◆ **Exercise instructions**
Beginning with the first line below, please restate each line exactly, down to and including the line containing "List all labels, markers".

Collected data entries
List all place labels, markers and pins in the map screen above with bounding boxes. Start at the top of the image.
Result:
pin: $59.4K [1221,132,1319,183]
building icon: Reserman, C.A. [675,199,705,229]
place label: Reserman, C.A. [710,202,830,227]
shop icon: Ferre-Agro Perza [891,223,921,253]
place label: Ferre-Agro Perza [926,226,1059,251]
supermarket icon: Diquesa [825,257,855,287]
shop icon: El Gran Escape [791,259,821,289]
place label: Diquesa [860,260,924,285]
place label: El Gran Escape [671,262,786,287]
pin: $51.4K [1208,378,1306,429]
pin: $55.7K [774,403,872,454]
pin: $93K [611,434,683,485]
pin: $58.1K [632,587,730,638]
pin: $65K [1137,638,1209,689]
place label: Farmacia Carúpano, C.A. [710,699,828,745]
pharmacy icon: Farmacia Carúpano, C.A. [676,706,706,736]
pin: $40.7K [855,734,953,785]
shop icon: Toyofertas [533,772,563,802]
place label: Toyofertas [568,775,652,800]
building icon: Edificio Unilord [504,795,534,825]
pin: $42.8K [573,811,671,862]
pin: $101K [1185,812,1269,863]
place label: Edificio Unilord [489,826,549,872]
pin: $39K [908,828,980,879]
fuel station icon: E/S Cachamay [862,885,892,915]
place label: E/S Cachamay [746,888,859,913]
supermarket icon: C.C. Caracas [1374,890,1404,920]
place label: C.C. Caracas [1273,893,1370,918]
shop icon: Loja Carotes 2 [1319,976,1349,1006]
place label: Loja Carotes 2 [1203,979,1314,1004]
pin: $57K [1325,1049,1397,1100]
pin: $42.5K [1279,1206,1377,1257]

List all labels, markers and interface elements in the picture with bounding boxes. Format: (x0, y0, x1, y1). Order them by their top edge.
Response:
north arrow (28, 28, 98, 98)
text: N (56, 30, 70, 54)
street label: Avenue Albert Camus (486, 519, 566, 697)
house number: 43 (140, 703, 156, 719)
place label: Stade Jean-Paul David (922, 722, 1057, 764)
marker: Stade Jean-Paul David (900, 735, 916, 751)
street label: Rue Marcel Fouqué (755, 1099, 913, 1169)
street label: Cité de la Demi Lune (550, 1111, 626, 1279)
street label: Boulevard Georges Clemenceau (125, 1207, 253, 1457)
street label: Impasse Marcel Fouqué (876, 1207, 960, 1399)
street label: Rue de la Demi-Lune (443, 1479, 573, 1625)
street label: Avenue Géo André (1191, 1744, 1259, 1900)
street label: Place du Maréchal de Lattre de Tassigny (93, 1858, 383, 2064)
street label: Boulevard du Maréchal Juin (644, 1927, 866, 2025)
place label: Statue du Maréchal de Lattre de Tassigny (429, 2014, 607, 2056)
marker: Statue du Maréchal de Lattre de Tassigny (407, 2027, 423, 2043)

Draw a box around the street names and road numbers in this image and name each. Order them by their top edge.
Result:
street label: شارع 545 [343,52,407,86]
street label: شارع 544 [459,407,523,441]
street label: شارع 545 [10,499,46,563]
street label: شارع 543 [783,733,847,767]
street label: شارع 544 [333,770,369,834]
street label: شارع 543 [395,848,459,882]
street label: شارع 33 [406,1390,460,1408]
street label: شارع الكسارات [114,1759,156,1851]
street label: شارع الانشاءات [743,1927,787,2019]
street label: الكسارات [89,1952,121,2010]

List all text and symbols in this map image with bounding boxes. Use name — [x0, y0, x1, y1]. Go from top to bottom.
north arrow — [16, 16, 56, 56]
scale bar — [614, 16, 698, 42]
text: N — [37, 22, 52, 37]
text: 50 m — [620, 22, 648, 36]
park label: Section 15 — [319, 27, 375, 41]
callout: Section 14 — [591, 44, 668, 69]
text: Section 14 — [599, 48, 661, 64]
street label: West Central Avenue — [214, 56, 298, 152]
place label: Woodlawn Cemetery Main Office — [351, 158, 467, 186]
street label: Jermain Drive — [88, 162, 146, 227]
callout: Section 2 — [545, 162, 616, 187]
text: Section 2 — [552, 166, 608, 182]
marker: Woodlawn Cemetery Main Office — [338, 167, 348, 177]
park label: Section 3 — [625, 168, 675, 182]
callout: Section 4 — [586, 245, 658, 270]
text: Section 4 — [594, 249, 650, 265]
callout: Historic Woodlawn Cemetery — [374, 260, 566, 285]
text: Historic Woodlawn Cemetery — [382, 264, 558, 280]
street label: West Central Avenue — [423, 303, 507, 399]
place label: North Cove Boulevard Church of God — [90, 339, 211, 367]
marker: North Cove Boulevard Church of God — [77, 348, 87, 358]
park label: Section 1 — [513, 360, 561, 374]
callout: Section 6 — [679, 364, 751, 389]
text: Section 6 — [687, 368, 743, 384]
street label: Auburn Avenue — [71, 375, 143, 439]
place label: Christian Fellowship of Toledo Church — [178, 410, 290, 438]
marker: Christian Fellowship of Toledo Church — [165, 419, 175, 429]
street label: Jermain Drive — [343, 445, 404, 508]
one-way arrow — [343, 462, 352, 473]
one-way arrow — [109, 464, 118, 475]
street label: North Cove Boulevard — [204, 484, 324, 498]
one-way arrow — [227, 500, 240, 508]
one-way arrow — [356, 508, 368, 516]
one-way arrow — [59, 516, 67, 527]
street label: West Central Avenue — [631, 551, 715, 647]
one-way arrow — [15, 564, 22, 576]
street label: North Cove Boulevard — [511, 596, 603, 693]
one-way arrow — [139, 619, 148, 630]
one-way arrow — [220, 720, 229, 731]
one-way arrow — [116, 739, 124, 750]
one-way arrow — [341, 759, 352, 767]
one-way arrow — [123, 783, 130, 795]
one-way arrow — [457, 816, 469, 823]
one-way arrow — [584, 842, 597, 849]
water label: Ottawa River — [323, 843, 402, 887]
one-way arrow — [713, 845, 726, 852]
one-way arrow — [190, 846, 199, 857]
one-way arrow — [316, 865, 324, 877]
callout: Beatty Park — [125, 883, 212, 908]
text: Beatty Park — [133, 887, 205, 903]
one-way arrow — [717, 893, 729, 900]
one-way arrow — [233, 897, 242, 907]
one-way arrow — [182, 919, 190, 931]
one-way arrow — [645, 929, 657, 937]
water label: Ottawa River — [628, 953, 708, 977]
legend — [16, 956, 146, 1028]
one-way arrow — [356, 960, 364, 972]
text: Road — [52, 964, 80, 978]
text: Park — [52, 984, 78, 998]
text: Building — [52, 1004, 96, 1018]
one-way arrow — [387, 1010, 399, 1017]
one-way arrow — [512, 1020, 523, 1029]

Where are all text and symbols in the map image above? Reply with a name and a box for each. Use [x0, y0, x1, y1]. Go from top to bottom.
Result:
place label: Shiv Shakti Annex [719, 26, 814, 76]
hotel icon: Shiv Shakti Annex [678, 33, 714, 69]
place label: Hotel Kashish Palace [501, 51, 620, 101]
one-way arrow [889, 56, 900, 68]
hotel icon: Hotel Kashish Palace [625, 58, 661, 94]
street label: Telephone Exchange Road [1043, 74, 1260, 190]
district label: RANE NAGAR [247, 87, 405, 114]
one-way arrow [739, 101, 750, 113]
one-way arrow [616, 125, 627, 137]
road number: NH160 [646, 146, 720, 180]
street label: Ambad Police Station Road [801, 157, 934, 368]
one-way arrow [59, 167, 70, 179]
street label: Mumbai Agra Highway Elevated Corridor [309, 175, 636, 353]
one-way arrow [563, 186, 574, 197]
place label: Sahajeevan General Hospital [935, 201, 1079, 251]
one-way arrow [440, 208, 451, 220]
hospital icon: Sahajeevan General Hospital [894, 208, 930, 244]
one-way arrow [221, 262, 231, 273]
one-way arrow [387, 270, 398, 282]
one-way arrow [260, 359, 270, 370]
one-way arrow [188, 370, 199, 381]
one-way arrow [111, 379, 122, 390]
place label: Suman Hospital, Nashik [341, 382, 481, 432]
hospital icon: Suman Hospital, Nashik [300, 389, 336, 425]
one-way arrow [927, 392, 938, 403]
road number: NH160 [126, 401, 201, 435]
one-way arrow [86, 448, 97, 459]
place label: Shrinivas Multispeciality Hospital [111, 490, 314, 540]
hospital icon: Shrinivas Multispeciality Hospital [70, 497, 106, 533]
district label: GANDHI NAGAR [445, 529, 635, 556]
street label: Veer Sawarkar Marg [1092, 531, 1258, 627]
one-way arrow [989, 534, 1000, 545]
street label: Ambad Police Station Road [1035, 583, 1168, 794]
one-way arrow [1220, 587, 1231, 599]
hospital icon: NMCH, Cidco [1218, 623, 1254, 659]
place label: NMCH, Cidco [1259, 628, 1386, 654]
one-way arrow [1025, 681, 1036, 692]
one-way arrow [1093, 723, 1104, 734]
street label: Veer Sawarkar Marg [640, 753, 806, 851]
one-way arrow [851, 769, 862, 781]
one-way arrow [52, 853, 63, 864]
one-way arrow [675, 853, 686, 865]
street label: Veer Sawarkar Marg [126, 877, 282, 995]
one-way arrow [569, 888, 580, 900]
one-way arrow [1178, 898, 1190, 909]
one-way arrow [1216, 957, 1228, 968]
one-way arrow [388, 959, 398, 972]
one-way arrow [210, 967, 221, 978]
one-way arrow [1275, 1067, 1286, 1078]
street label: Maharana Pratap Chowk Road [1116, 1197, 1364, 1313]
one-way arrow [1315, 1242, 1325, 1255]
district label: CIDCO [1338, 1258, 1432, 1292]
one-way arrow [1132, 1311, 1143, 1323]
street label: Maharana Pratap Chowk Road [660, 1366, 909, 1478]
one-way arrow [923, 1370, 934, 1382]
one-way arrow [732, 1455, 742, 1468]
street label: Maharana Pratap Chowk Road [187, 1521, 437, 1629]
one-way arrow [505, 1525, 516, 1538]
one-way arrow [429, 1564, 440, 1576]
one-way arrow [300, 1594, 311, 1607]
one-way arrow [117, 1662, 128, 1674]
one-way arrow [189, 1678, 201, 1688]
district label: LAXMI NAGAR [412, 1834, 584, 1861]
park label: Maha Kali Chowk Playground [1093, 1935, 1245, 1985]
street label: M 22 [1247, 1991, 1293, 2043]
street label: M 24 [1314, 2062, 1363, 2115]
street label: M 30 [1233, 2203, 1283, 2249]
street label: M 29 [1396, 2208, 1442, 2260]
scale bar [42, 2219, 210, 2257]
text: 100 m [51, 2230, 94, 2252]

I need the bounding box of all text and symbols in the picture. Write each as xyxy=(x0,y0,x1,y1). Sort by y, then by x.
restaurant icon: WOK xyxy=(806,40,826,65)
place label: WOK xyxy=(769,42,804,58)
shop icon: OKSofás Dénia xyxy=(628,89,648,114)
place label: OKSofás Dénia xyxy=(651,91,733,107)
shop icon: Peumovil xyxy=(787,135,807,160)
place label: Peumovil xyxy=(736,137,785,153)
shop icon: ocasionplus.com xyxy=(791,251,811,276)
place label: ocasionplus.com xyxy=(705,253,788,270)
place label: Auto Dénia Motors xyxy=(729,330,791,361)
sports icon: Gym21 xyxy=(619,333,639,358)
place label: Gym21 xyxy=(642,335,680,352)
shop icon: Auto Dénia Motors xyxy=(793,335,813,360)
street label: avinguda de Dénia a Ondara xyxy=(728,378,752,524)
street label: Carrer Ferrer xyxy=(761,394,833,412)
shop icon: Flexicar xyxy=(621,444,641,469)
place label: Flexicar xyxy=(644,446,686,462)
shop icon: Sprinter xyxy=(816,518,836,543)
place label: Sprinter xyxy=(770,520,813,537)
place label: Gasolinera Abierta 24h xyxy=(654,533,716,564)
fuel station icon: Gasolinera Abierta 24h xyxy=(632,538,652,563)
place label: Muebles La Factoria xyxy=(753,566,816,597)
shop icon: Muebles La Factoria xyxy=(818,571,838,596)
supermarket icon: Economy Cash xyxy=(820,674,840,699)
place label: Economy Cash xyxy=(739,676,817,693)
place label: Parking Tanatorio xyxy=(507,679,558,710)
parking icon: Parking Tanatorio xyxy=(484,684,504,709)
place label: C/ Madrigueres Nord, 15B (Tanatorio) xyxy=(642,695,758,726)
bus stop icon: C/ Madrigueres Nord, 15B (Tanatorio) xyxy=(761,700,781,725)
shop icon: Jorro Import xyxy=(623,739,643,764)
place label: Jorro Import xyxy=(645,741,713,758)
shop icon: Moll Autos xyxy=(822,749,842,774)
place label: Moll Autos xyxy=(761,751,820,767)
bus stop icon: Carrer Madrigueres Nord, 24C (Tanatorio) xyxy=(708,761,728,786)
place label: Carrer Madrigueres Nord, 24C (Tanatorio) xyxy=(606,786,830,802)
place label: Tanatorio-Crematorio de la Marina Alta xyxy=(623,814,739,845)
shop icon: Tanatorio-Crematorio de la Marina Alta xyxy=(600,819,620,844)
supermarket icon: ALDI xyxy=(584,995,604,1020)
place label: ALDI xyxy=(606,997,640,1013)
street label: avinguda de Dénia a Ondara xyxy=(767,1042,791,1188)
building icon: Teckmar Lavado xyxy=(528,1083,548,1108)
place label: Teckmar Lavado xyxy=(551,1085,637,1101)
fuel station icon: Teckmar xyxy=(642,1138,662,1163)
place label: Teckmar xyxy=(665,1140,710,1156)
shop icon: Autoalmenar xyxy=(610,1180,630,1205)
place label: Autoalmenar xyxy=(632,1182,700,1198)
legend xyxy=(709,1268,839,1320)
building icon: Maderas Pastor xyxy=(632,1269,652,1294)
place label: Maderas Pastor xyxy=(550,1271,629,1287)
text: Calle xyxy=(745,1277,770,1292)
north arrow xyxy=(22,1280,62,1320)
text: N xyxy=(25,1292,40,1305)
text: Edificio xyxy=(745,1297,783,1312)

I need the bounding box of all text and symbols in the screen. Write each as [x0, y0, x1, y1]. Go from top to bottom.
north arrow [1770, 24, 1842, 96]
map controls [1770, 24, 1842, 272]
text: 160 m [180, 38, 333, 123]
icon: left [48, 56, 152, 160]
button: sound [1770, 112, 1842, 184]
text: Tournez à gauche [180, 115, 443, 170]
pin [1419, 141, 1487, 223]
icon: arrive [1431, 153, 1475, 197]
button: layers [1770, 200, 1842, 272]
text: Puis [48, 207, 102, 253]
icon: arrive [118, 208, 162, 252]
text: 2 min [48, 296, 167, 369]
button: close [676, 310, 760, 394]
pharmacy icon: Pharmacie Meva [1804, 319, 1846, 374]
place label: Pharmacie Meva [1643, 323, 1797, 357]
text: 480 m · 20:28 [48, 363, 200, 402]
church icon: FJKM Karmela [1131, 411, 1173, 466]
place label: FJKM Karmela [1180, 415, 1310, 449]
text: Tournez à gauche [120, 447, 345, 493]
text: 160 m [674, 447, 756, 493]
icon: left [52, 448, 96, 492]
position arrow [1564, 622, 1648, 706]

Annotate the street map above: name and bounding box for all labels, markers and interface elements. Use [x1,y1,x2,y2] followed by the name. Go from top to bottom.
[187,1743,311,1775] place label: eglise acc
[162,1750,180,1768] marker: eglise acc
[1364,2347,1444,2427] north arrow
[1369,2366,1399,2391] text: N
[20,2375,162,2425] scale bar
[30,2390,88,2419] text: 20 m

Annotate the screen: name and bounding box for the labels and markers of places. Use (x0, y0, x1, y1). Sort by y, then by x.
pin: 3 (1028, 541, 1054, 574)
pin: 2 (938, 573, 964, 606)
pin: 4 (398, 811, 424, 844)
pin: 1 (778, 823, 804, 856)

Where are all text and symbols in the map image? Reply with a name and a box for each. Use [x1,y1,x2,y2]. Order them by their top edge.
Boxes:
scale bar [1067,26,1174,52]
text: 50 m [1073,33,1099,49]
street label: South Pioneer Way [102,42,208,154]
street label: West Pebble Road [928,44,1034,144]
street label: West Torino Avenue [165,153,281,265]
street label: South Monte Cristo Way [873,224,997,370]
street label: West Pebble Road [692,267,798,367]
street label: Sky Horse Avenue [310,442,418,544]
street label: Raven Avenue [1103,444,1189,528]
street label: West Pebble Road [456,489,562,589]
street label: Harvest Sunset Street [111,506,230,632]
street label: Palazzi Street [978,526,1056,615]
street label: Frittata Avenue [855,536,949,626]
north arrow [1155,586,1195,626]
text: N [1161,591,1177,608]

◆ **Exercise answer**
List all place labels, markers and pins in the map screen above with bounding boxes. Start at the top of the image.
Result:
pin: $59.4K [1221,132,1319,183]
building icon: Reserman, C.A. [675,199,705,229]
place label: Reserman, C.A. [710,202,830,227]
shop icon: Ferre-Agro Perza [891,223,921,253]
place label: Ferre-Agro Perza [926,226,1059,251]
supermarket icon: Diquesa [825,257,855,287]
shop icon: El Gran Escape [791,259,821,289]
place label: Diquesa [860,260,924,285]
place label: El Gran Escape [671,262,786,287]
pin: $51.4K [1208,378,1306,429]
pin: $55.7K [774,403,872,454]
pin: $93K [611,434,683,485]
pin: $58.1K [632,587,730,638]
pin: $65K [1137,638,1209,689]
place label: Farmacia Carúpano, C.A. [710,699,828,745]
pharmacy icon: Farmacia Carúpano, C.A. [676,706,706,736]
pin: $40.7K [855,734,953,785]
shop icon: Toyofertas [533,772,563,802]
place label: Toyofertas [568,775,652,800]
building icon: Edificio Unilord [504,795,534,825]
pin: $42.8K [573,811,671,862]
pin: $101K [1185,812,1269,863]
place label: Edificio Unilord [489,826,549,872]
pin: $39K [908,828,980,879]
fuel station icon: E/S Cachamay [862,885,892,915]
place label: E/S Cachamay [746,888,859,913]
supermarket icon: C.C. Caracas [1374,890,1404,920]
place label: C.C. Caracas [1273,893,1370,918]
shop icon: Loja Carotes 2 [1319,976,1349,1006]
place label: Loja Carotes 2 [1203,979,1314,1004]
pin: $57K [1325,1049,1397,1100]
pin: $42.5K [1279,1206,1377,1257]

List all labels, markers and interface elements in the picture with bounding boxes. Format: (x0, y0, x1, y1). Order them by their top edge.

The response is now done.